When I travel (remember travel?) I try to visit the places of famous writers. It doesn’t matter much whether I’ve read a lot of their material; I know kindred spirits when I feel them. Last summer—the one before the pandemic—I had to make a business trip to Oxford. Now Oxford has a long, long list of literary illuminati, and I didn’t have much free time. My hotel, however, turned out to be just a couple of blocks from the house of J. R. R. Tolkien. One patch between meetings, I wandered over to the house. It’s behind a high wall, so you can’t see much. Like most European private homes, it isn’t ostentatious—over here we like to make it obvious when we’re wealthy. In any case, I stood as long as a stranger can comfortably stand outside someone else’s house and tried to commune with the spirit of the former occupant.
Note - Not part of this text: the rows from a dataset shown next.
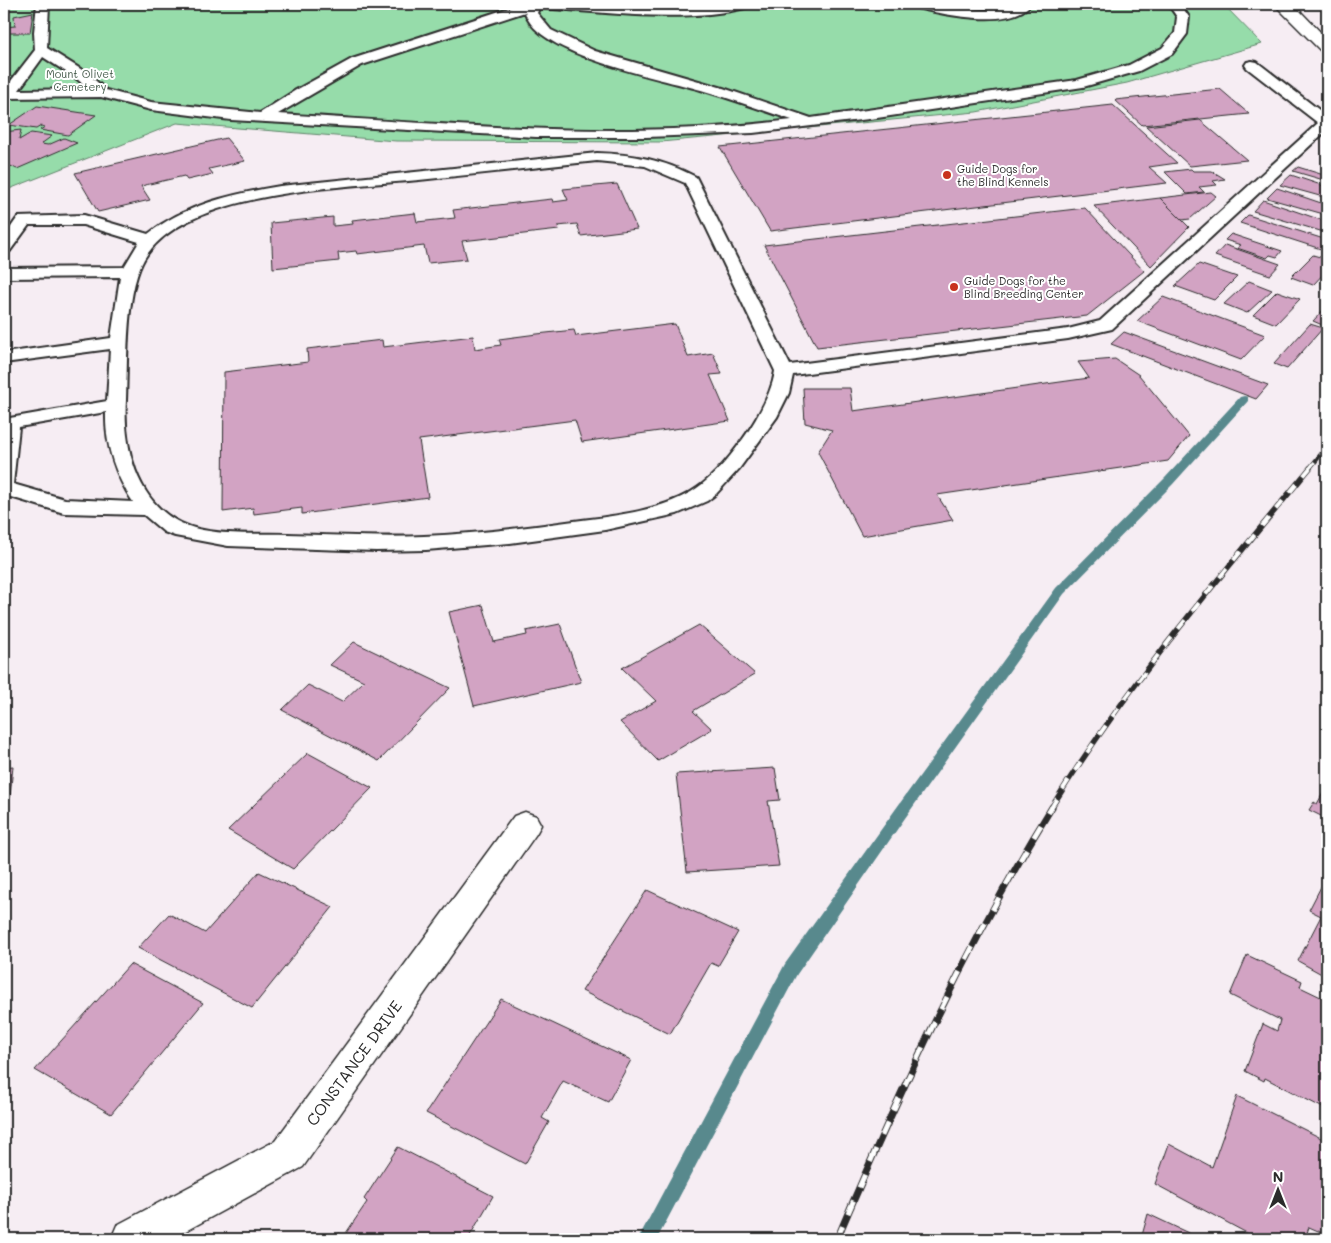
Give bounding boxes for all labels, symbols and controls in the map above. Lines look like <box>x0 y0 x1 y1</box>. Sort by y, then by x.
park label: Mount Olivet Cemetery <box>46 66 114 94</box>
place label: Guide Dogs for the Blind Kennels <box>957 161 1049 189</box>
marker: Guide Dogs for the Blind Kennels <box>941 169 953 181</box>
place label: Guide Dogs for the Blind Breeding Center <box>964 273 1084 301</box>
marker: Guide Dogs for the Blind Breeding Center <box>948 281 960 293</box>
street label: CONSTANCE DRIVE <box>301 996 406 1130</box>
north arrow <box>1254 1166 1304 1216</box>
text: N <box>1273 1167 1283 1186</box>

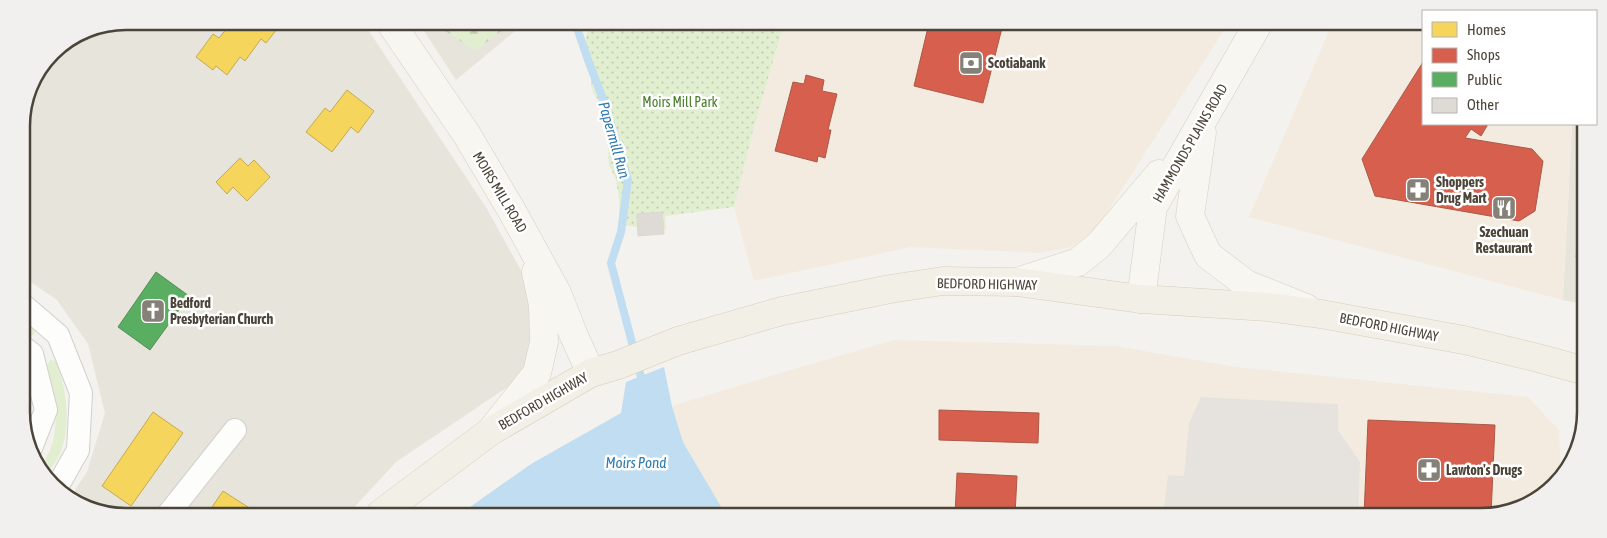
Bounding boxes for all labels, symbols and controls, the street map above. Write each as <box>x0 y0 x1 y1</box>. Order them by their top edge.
legend <box>1422 10 1597 125</box>
text: Homes <box>1467 21 1506 38</box>
text: Shops <box>1467 46 1500 63</box>
bank icon: Scotiabank <box>958 50 984 76</box>
place label: Scotiabank <box>988 55 1046 71</box>
text: Public <box>1467 71 1502 88</box>
street label: HAMMONDS PLAINS ROAD <box>1149 81 1231 205</box>
park label: Moirs Mill Park <box>642 94 718 110</box>
text: Other <box>1467 96 1499 113</box>
water label: Papermill Run <box>595 100 634 180</box>
street label: MOIRS MILL ROAD <box>470 149 530 235</box>
place label: Shoppers Drug Mart <box>1436 174 1487 206</box>
pharmacy icon: Shoppers Drug Mart <box>1405 177 1431 203</box>
restaurant icon: Szechuan Restaurant <box>1491 195 1517 221</box>
place label: Szechuan Restaurant <box>1476 224 1532 256</box>
street label: BEDFORD HIGHWAY <box>937 275 1038 293</box>
place label: Bedford Presbyterian Church <box>170 295 274 327</box>
church icon: Bedford Presbyterian Church <box>140 298 166 324</box>
street label: BEDFORD HIGHWAY <box>1338 310 1441 345</box>
street label: BEDFORD HIGHWAY <box>495 369 591 433</box>
water label: Moirs Pond <box>606 454 666 471</box>
pharmacy icon: Lawton's Drugs <box>1416 457 1442 483</box>
place label: Lawton's Drugs <box>1446 462 1522 478</box>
Just the other day I noticed a New York Times headline that stated a movement is afoot in merry old England to purchase Tolkien’s house to make it a museum. Although there’s no scientific way to prove it, people are somehow connected to the places they live. There’s no other sensation like returning to your home town. If, for some strange reason, anyone wishes to recall me after I’m gone (perhaps my pen name will take off someday), they’ll find precious little. Not one of my pre-college homes still stands. Not that that’s that unusual in the low rent district. Still, when I visit my hometown, small as it is, almost nothing of me remains but it still feels like I belong.
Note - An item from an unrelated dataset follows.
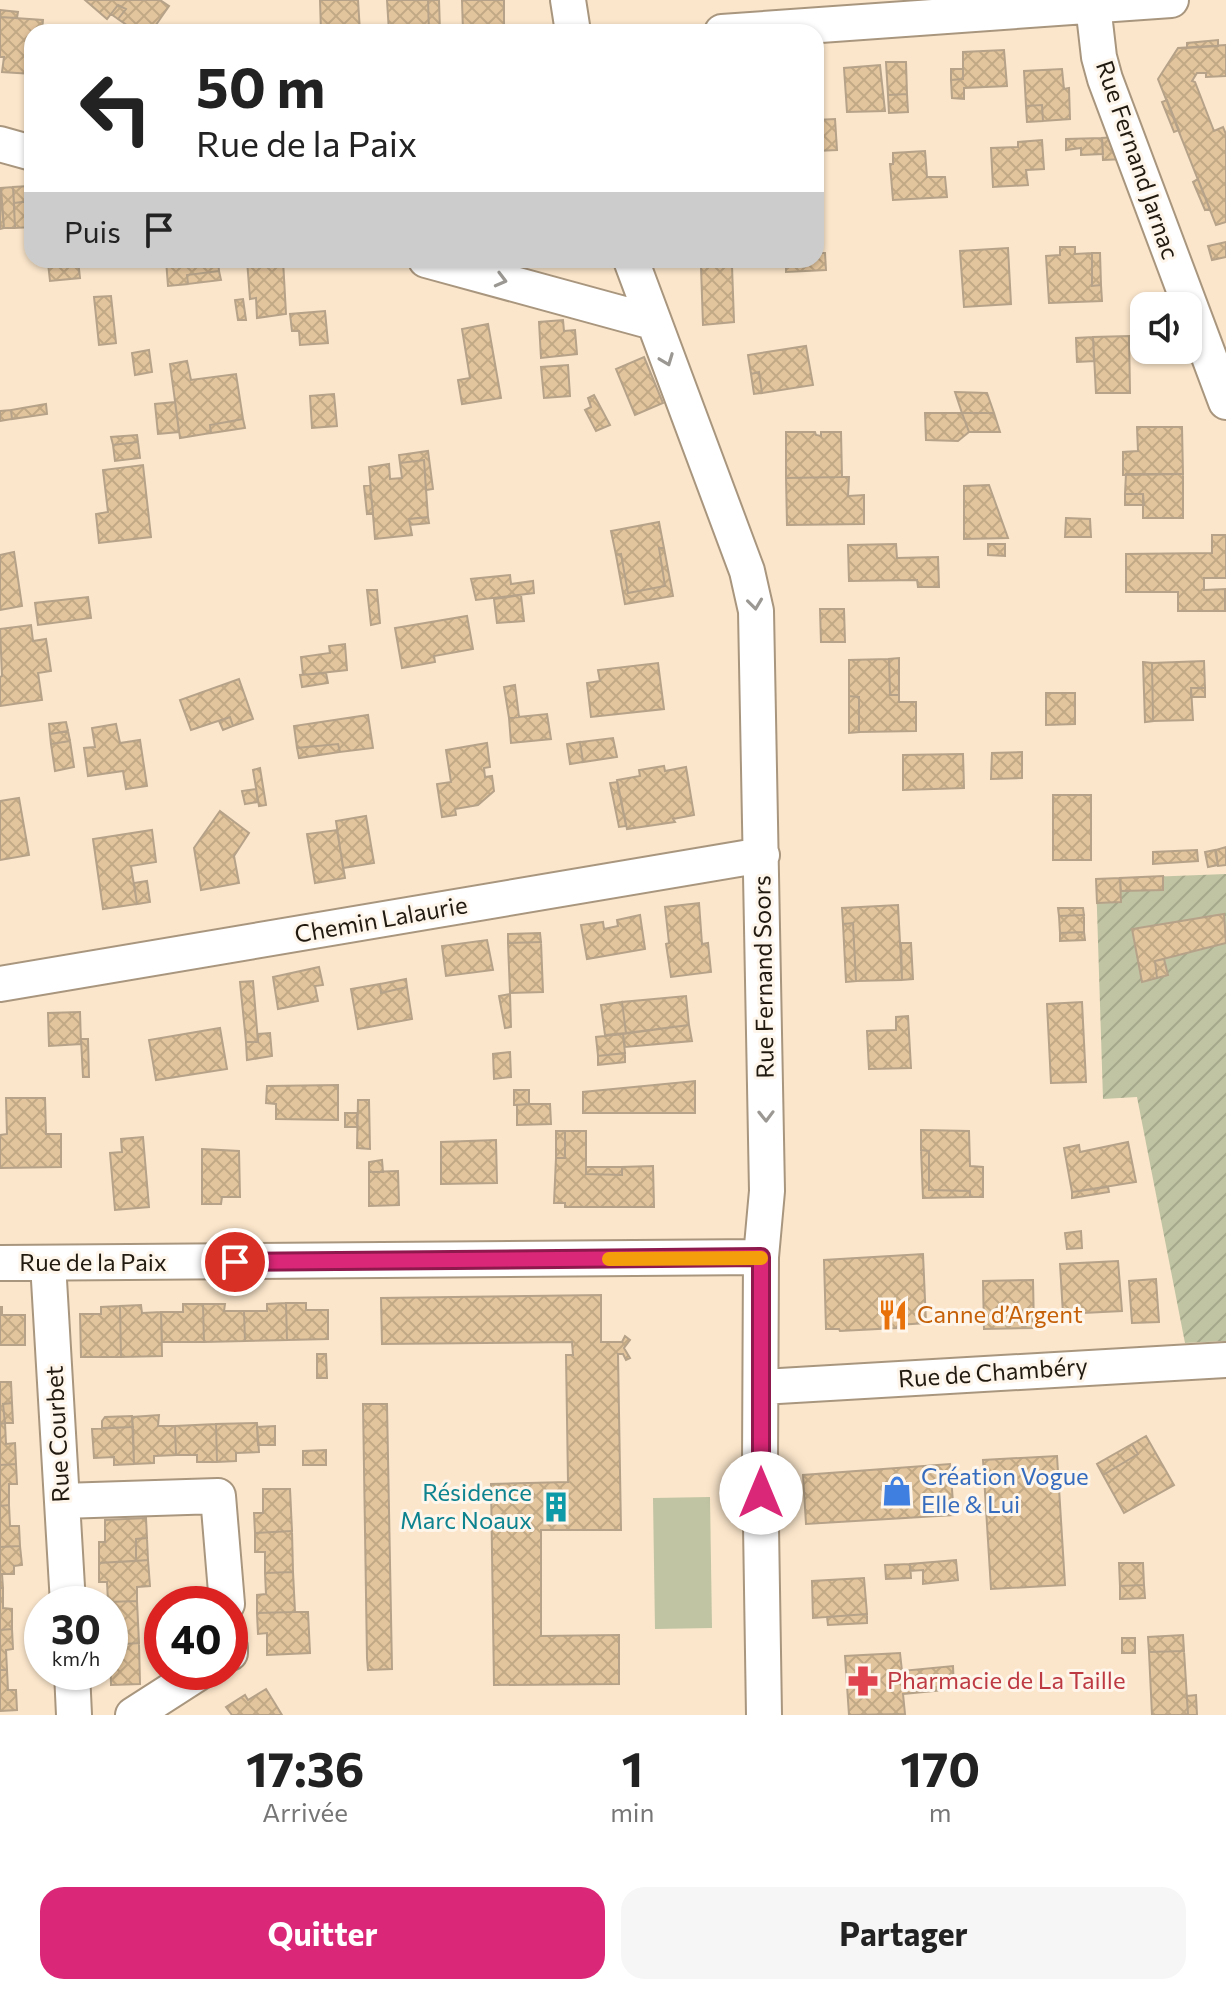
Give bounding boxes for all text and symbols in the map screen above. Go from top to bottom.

I can’t say that I felt much other than my own awe at standing outside Tolkien’s house. It’s on a residential street, and people were driving and walking by. I was the only one who seemed to be hanging about. Probably a bit suspicious-looking wearing a tweed jacket and in general appearing like a displaced academic. Much of the tourism industry, however, is based on the draw of certain locations because someone famous lived there. We want to be in touch with them. Show our respects, perhaps. If visiting Oxford weren’t always a work occasion for me, I could quite enjoy wandering its literary haunts and ending up for a leisurely afternoon spent in Blackwells. We congregate in such places for a reason. I’ve lost track of all the authors’ homes I’ve visited over the years. Each time, I’m compelled to say, I’m glad someone thought to preserve them.